### Instructions to follow
Gather all lines in the data that hold the string "none".

### Extracted records
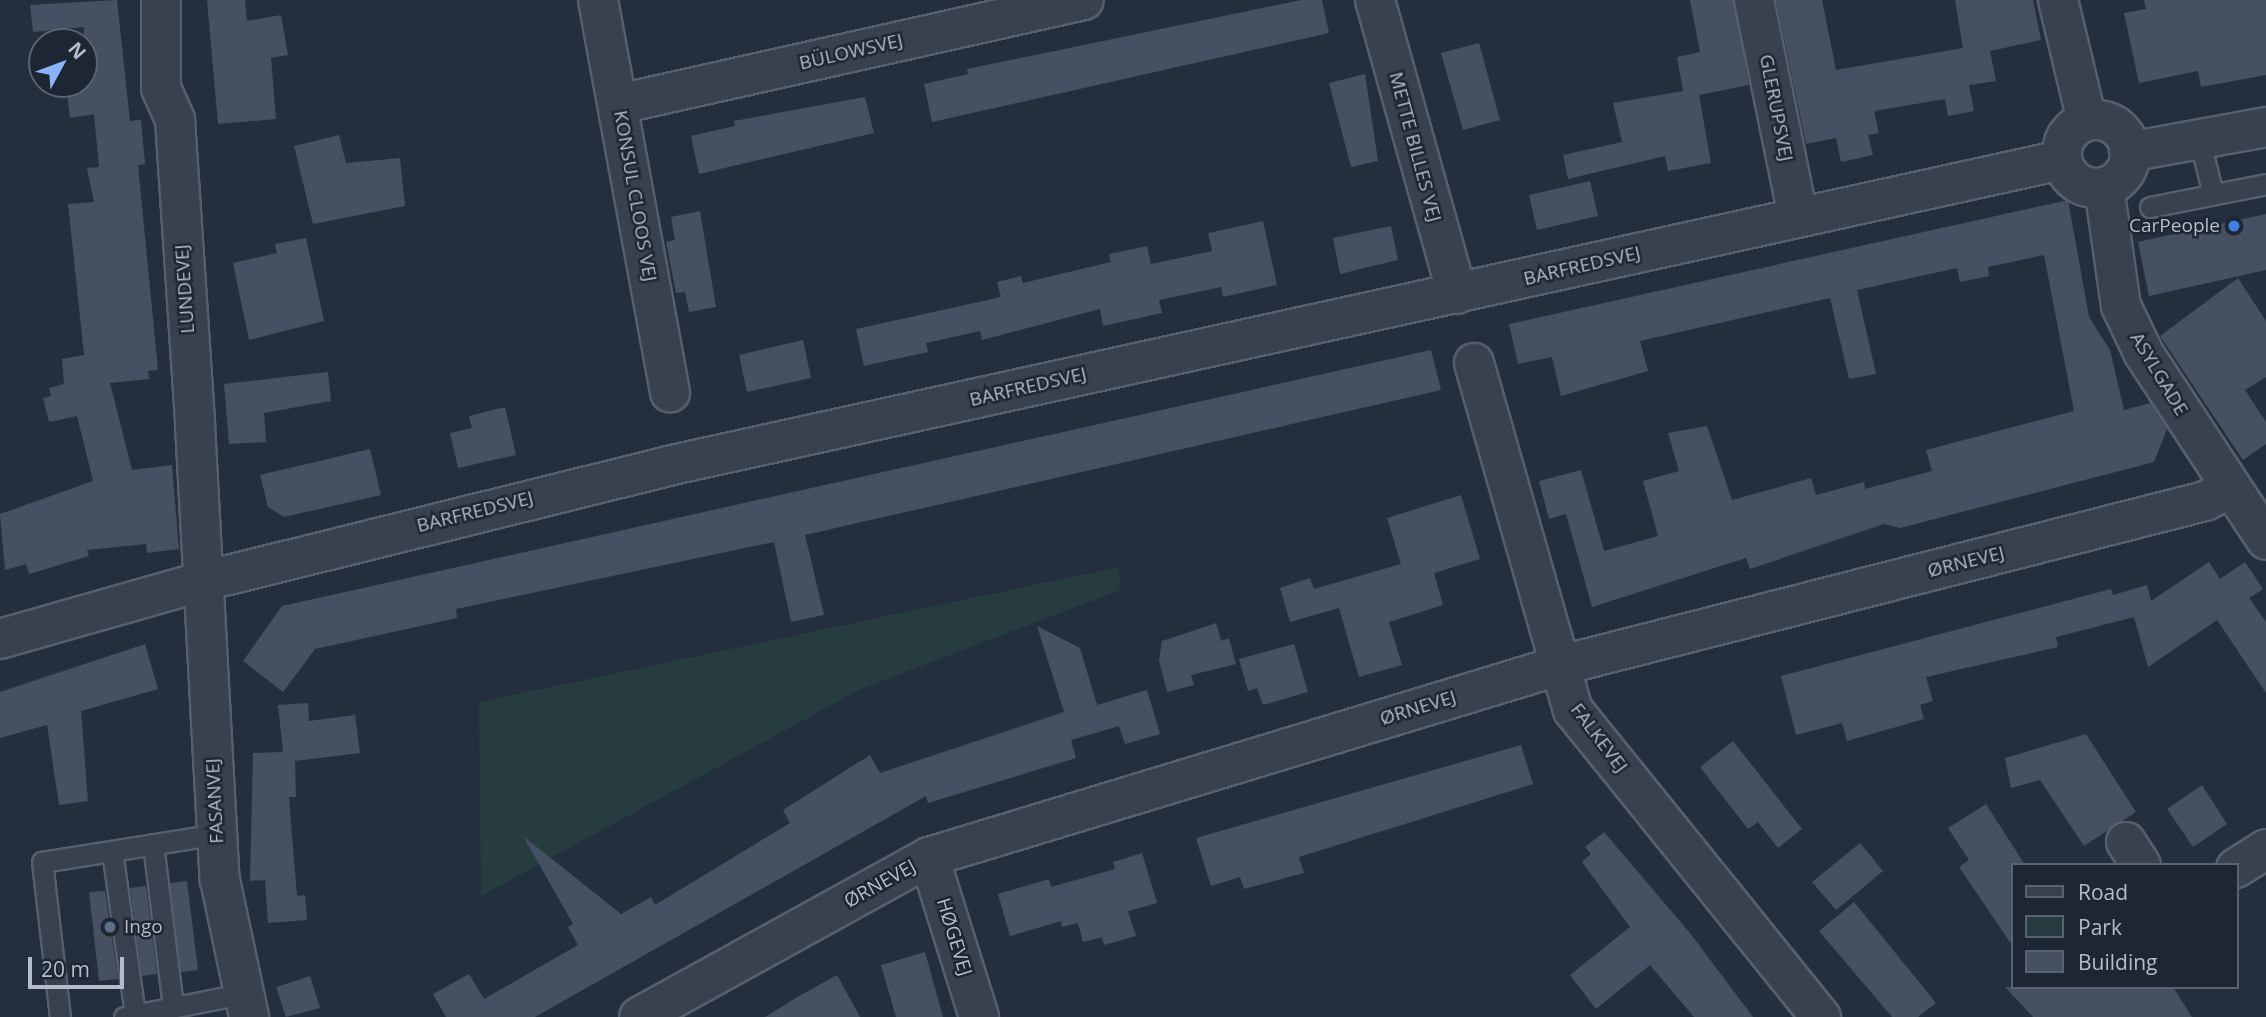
<!DOCTYPE html>
<meta charset="utf-8">
<style>
body{margin:0}
#map{position:relative;width:2266px;height:1017px;overflow:hidden;background:#242f3e;font-family:"Open Sans",sans-serif}
div>[style]{position:absolute}
[style*='--x']{left:calc(var(--x)*1px);top:calc(var(--y)*1px);width:calc(var(--w)*1px);rotate:calc(var(--a)*1deg)}
.green>*{inset:0;background:#263c3f}
.building>*{inset:0;background:#455162}
.roads{filter:drop-shadow(2px 0 #565f6c) drop-shadow(-2px 0 #565f6c) drop-shadow(0 2px #565f6c) drop-shadow(0 -2px #565f6c)}
.service>*{height:19px;margin:-9.5px;padding:0 9.5px;transform-origin:9.5px;border-radius:9.5px;background:#38414e}
.minor>*{height:38px;margin:-19px;padding:0 19px;transform-origin:19px;border-radius:19px;background:#38414e}
.tertiary>*{height:38px;margin:-19px;padding:0 19px;transform-origin:19px;border-radius:19px;background:#38414e}
.tertiary>.ring{margin:-19px;padding:0;box-sizing:content-box;background:none;border:38px solid #38414e;border-radius:50%}
.dots>*{width:19px;height:19px;translate:-50% -50%;box-sizing:border-box;border:4px solid #1d2633;border-radius:50%}
span{translate:-50% -50%;white-space:nowrap;text-align:center;line-height:1.15;-webkit-text-stroke:5px #1d2633;paint-order:stroke}
.street-label{font-size:19px;color:#b4bcc9}
.poi-label{font-size:19px;color:#b4bcc9}
.right{translate:-100% -50%;text-align:right}
.left{translate:0 -50%;text-align:left}
.legend{position:absolute;left:2011px;top:863px;width:228px;height:126px;box-sizing:border-box;background:#1d2633;border:2px solid #59626f;margin:0;padding:9px 12px;list-style:none;font-size:21px;color:#b4bcc9}
.legend li{display:flex;align-items:center;gap:14px;height:35px}
.legend b{width:35px;border:2px solid #59626f}
.north{position:absolute;left:28px;top:28px;width:70px;height:70px;box-sizing:border-box;background:#1d2633;border:2px solid #59626f;border-radius:50%;rotate:49deg;font-size:19px;font-weight:700;line-height:28px;text-align:center;color:#b4bcc9}
.north::after{content:'';display:block;margin:auto;width:24px;height:32px;background:#8ab4f8;clip-path:polygon(50% 0,100% 100%,50% 72%,0 100%)}
.scale{position:absolute;left:28px;top:957px;width:96px;height:32px;box-sizing:border-box;border:4px solid #b4bcc9;border-top:0;padding-left:9px;font-size:21px;line-height:24px;white-space:nowrap;color:#b4bcc9;-webkit-text-stroke:5px #1d2633;paint-order:stroke}
</style>
<div id="map">
<div class="green">
<i style="clip-path:polygon(1119px 567px,1120px 590px,859px 690px,481px 896px,479px 702px)"></i>
</div>
<div class="building">
<i style="clip-path:polygon(117px 0,130px 121px,141px 120px,145px 164px,138px 165px,158px 370px,148px 371px,149px 379px,110px 383px,132px 470px,172px 465px,179px 549px,147px 553px,146px 544px,87px 550px,89px 556px,29px 574px,26px 564px,5px 570px,0 514px,93px 481px,77px 416px,49px 422px,43px 398px,51px 396px,49px 388px,64px 384px,62px 359px,84px 355px,68px 204px,94px 202px,87px 168px,99px 167px,94px 114px,70px 118px,66px 84px,84px 84px,84px 27px,33px 32px,30px 5px)"></i>
<i style="clip-path:polygon(207px 0,245px 0,247px 21px,281px 15px,288px 55px,271px 58px,276px 119px,218px 124px)"></i>
<i style="clip-path:polygon(1301px 0,1322px 0,1329px 33px,932px 122px,924px 84px,968px 74px,967px 69px)"></i>
<i style="clip-path:polygon(1690px 0,1733px 0,1749px 85px,1699px 95px,1711px 163px,1668px 171px,1665px 156px,1568px 179px,1563px 155px,1622px 142px,1613px 103px,1683px 91px,1677px 57px,1700px 52px)"></i>
<i style="clip-path:polygon(1776px 0,1822px 0,1836px 70px,1963px 48px,1955px 0,2033px 0,2041px 40px,1990px 51px,1996px 81px,1969px 85px,1974px 111px,1948px 116px,1945px 99px,1874px 111px,1879px 133px,1868px 135px,1873px 155px,1841px 162px,1836px 138px,1806px 144px)"></i>
<i style="clip-path:polygon(2144px 0,2266px 0,2266px 75px,2201px 87px,2198px 71px,2139px 83px,2124px 13px,2146px 9px)"></i>
<i style="clip-path:polygon(1479px 43px,1500px 120px,1463px 130px,1441px 53px)"></i>
<i style="clip-path:polygon(1365px 74px,1378px 161px,1351px 167px,1329px 83px)"></i>
<i style="clip-path:polygon(865px 97px,874px 133px,699px 174px,691px 136px,735px 126px,734px 121px)"></i>
<i style="clip-path:polygon(339px 135px,346px 163px,400px 158px,405px 206px,313px 224px,294px 146px)"></i>
<i style="clip-path:polygon(1590px 181px,1598px 216px,1537px 230px,1529px 195px)"></i>
<i style="clip-path:polygon(2068px 200px,2089px 317px,2110px 350px,2124px 410px,2150px 403px,2167px 429px,2154px 462px,1900px 528px,1884px 524px,1750px 569px,1746px 558px,1592px 607px,1566px 514px,1549px 519px,1539px 481px,1581px 470px,1604px 551px,1658px 536px,1643px 481px,1679px 471px,1668px 433px,1707px 426px,1732px 500px,1811px 478px,1816px 495px,1864px 482px,1865px 489px,1932px 471px,1926px 450px,2074px 411px,2044px 255px,1988px 267px,1989px 276px,1960px 282px,1957px 268px,1857px 290px,1876px 374px,1849px 379px,1830px 298px,1640px 341px,1648px 371px,1561px 396px,1552px 357px,1518px 364px,1509px 324px)"></i>
<i style="clip-path:polygon(700px 211px,716px 307px,689px 312px,685px 292px,676px 293px,666px 242px,675px 240px,671px 217px)"></i>
<i style="clip-path:polygon(2266px 214px,2266px 270px,2149px 296px,2138px 242px)"></i>
<i style="clip-path:polygon(1263px 221px,1277px 285px,1223px 297px,1221px 287px,1159px 300px,1162px 313px,1103px 326px,1100px 309px,982px 340px,980px 331px,926px 343px,928px 352px,864px 366px,856px 329px,1001px 297px,997px 282px,1021px 276px,1023px 283px,1111px 262px,1109px 254px,1147px 246px,1151px 264px,1212px 251px,1208px 233px)"></i>
<i style="clip-path:polygon(1391px 226px,1398px 260px,1340px 274px,1333px 238px)"></i>
<i style="clip-path:polygon(306px 238px,324px 321px,249px 340px,233px 263px,277px 253px,275px 244px)"></i>
<i style="clip-path:polygon(2238px 278px,2266px 321px,2266px 377px,2245px 390px,2266px 422px,2266px 444px,2243px 460px,2160px 336px)"></i>
<i style="clip-path:polygon(803px 340px,811px 378px,747px 392px,739px 355px)"></i>
<i style="clip-path:polygon(1431px 350px,1441px 390px,805px 535px,824px 615px,791px 622px,774px 542px,456px 609px,457px 618px,315px 649px,283px 692px,243px 661px,282px 606px)"></i>
<i style="clip-path:polygon(328px 372px,331px 401px,264px 413px,266px 442px,229px 444px,224px 384px)"></i>
<i style="clip-path:polygon(505px 407px,516px 455px,458px 468px,450px 433px,472px 428px,469px 416px)"></i>
<i style="clip-path:polygon(370px 449px,381px 495px,284px 517px,268px 507px,260px 475px)"></i>
<i style="clip-path:polygon(1461px 495px,1480px 559px,1434px 573px,1443px 605px,1389px 622px,1402px 665px,1359px 677px,1339px 608px,1290px 622px,1280px 588px,1310px 578px,1314px 589px,1401px 564px,1387px 518px)"></i>
<i style="clip-path:polygon(2209px 562px,2220px 579px,2245px 562px,2263px 589px,2249px 598px,2266px 622px,2266px 693px,2217px 620px,2148px 667px,2134px 617px,2056px 637px,2058px 647px,1926px 677px,1933px 701px,1920px 705px,1924px 719px,1847px 741px,1842px 723px,1796px 735px,1781px 676px,2111px 589px,2113px 595px,2147px 585px,2151px 601px)"></i>
<i style="clip-path:polygon(1216px 623px,1221px 641px,1229px 638px,1236px 664px,1191px 675px,1194px 685px,1167px 692px,1159px 660px,1162px 641px)"></i>
<i style="clip-path:polygon(1037px 626px,1080px 648px,1097px 705px,1147px 690px,1160px 734px,1125px 744px,1119px 726px,1071px 740px,1076px 758px,928px 803px,926px 796px,535px 1017px,446px 1017px,433px 994px,469px 974px,484px 999px,578px 945px,568px 927px,573px 924px,523px 836px,621px 914px,651px 897px,655px 905px,790px 823px,783px 810px,870px 755px,880px 773px,1064px 712px)"></i>
<i style="clip-path:polygon(145px 644px,158px 689px,81px 711px,88px 801px,59px 805px,47px 725px,0 738px,0 692px)"></i>
<i style="clip-path:polygon(1294px 644px,1308px 692px,1263px 705px,1257px 688px,1248px 691px,1239px 659px)"></i>
<i style="clip-path:polygon(308px 703px,309px 721px,355px 715px,360px 753px,295px 761px,296px 797px,289px 797px,297px 896px,305px 895px,307px 920px,268px 923px,265px 880px,250px 881px,253px 753px,283px 752px,278px 705px)"></i>
<i style="clip-path:polygon(2086px 734px,2136px 812px,2084px 846px,2040px 780px,2011px 788px,2005px 758px)"></i>
<i style="clip-path:polygon(1733px 741px,1802px 829px,1778px 848px,1758px 822px,1748px 829px,1700px 767px)"></i>
<i style="clip-path:polygon(1521px 745px,1533px 784px,1299px 857px,1304px 873px,1244px 889px,1240px 877px,1211px 886px,1196px 838px)"></i>
<i style="clip-path:polygon(2202px 785px,2227px 824px,2193px 847px,2167px 809px)"></i>
<i style="clip-path:polygon(1986px 804px,2025px 865px,2012px 865px,2012px 945px,1959px 867px,1969px 860px,1948px 828px)"></i>
<i style="clip-path:polygon(1604px 832px,1690px 933px,1753px 1017px,1694px 1017px,1650px 965px,1596px 1009px,1570px 975px,1630px 927px,1582px 862px,1591px 854px,1585px 847px)"></i>
<i style="clip-path:polygon(1860px 843px,1883px 871px,1836px 910px,1812px 882px)"></i>
<i style="clip-path:polygon(1142px 853px,1157px 903px,1128px 911px,1136px 936px,1104px 945px,1102px 937px,1083px 942px,1078px 923px,1062px 927px,1061px 921px,1010px 936px,998px 894px,1049px 879px,1051px 887px,1115px 869px,1113px 862px)"></i>
<i style="clip-path:polygon(187px 881px,198px 970px,181px 972px,170px 883px)"></i>
<i style="clip-path:polygon(146px 886px,157px 974px,142px 976px,130px 888px)"></i>
<i style="clip-path:polygon(105px 891px,118px 979px,99px 981px,89px 892px)"></i>
<i style="clip-path:polygon(1854px 902px,1936px 1003px,1918px 1017px,1892px 1017px,1819px 931px)"></i>
<i style="clip-path:polygon(925px 952px,943px 1017px,896px 1017px,881px 965px)"></i>
<i style="clip-path:polygon(837px 975px,860px 1017px,765px 1017px,799px 996px)"></i>
<i style="clip-path:polygon(310px 976px,320px 1008px,286px 1017px,276px 987px)"></i>
<i style="clip-path:polygon(2005px 987px,2173px 987px,2192px 1017px,2033px 1017px)"></i>
</div>
<div class="roads">
<div class="service">
<i style="--x:2199;--y:138;--w:58;--a:76"></i>
<i style="--x:2150;--y:207;--w:118;--a:-11.2"></i>
<i style="--x:153;--y:844;--w:164;--a:83"></i>
<i style="--x:112;--y:851;--w:166;--a:82"></i>
<i style="--x:60;--y:1017;--w:156;--a:-96.6"></i>
<i style="--x:42;--y:862;--w:177;--a:-9.1"></i>
<i style="--x:124;--y:1017;--w:119;--a:-11.1"></i>
</div>
<div class="minor">
<i style="--x:161;--y:0;--w:88;--a:90"></i>
<i style="--x:161;--y:88;--w:35;--a:66"></i>
<i style="--x:175;--y:120;--w:306;--a:86.2"></i>
<i style="--x:195;--y:425;--w:456;--a:86.9"></i>
<i style="--x:220;--y:880;--w:140;--a:78"></i>
<i style="--x:598;--y:0;--w:399;--a:79.6"></i>
<i style="--x:1375;--y:0;--w:305;--a:74.4"></i>
<i style="--x:1754;--y:0;--w:220;--a:78.5"></i>
<i style="--x:2058;--y:0;--w:124;--a:76.5"></i>
<i style="--x:619;--y:104;--w:476;--a:-12.6"></i>
<i style="--x:2104;--y:187;--w:120;--a:81.9"></i>
<i style="--x:2121;--y:306;--w:53;--a:64.4"></i>
<i style="--x:2144;--y:354;--w:222;--a:56.7"></i>
<i style="--x:1474;--y:363;--w:361;--a:74.1"></i>
<i style="--x:1573;--y:710;--w:395;--a:51.1"></i>
<i style="--x:2126;--y:842;--w:27;--a:57"></i>
<i style="--x:929;--y:857;--w:168;--a:72.6"></i>
<i style="--x:2236;--y:868;--w:36;--a:-32"></i>
<i style="--x:639;--y:1017;--w:331;--a:-28.9"></i>
<i style="--x:929;--y:857;--w:657;--a:-16.89"></i>
<i style="--x:1558;--y:666;--w:668;--a:-14.31"></i>
<i style="--x:2205;--y:501;--w:29;--a:-27"></i>
</div>
<div class="tertiary">
<i class="ring" style="left:2062px;top:120px;width:30px;height:30px"></i>
<i style="--x:2129;--y:152;--w:139;--a:-10.3"></i>
<i style="--x:0;--y:639;--w:212;--a:-15.9"></i>
<i style="--x:204;--y:581;--w:482;--a:-13.9"></i>
<i style="--x:672;--y:465;--w:1423;--a:-12.38"></i>
</div>
</div>
<div class="dots">
<i style="left:2234px;top:226px;background:#3f7fe0"></i>
<i style="left:110px;top:927px;background:#5c6f8a"></i>
</div>
<div class="street-label">
<span style="left:851px;top:52px;rotate:-13deg">BÜLOWSVEJ</span>
<span style="left:1776px;top:108px;rotate:79deg">GLERUPSVEJ</span>
<span style="left:1415px;top:147px;rotate:75deg">METTE BILLES VEJ</span>
<span style="left:635px;top:196px;rotate:80deg">KONSUL CLOOS VEJ</span>
<span style="left:1582px;top:266px;rotate:-13deg">BARFREDSVEJ</span>
<span style="left:185px;top:289px;rotate:-94deg">LUNDEVEJ</span>
<span style="left:2159px;top:374px;rotate:59deg">ASYLGADE</span>
<span style="left:1028px;top:387px;rotate:-13deg">BARFREDSVEJ</span>
<span style="left:475px;top:512px;rotate:-14deg">BARFREDSVEJ</span>
<span style="left:1966px;top:562px;rotate:-14deg">ØRNEVEJ</span>
<span style="left:1418px;top:708px;rotate:-17deg">ØRNEVEJ</span>
<span style="left:1599px;top:738px;rotate:53deg">FALKEVEJ</span>
<span style="left:215px;top:801px;rotate:-93deg">FASANVEJ</span>
<span style="left:880px;top:884px;rotate:-29deg">ØRNEVEJ</span>
<span style="left:954px;top:937px;rotate:73deg">HØGEVEJ</span>
</div>
<div class="poi-label">
<span class="right" style="left:2220px;top:226px">CarPeople</span>
<span class="left" style="left:124px;top:927px">Ingo</span>
</div>
<ul class="legend">
<li><b style="height:9px;background:#38414e"></b>Road</li>
<li><b style="height:19px;background:#263c3f"></b>Park</li>
<li><b style="height:19px;background:#455162"></b>Building</li>
</ul>
<div class="north">N</div>
<div class="scale">20 m</div>
</div>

### Exercise result
.tertiary>.ring{margin:-19px;padding:0;box-sizing:content-box;background:none;border:38px solid #38414e;border-radius:50%}
.legend{position:absolute;left:2011px;top:863px;width:228px;height:126px;box-sizing:border-box;background:#1d2633;border:2px solid #59626f;margin:0;padding:9px 12px;list-style:none;font-size:21px;color:#b4bcc9}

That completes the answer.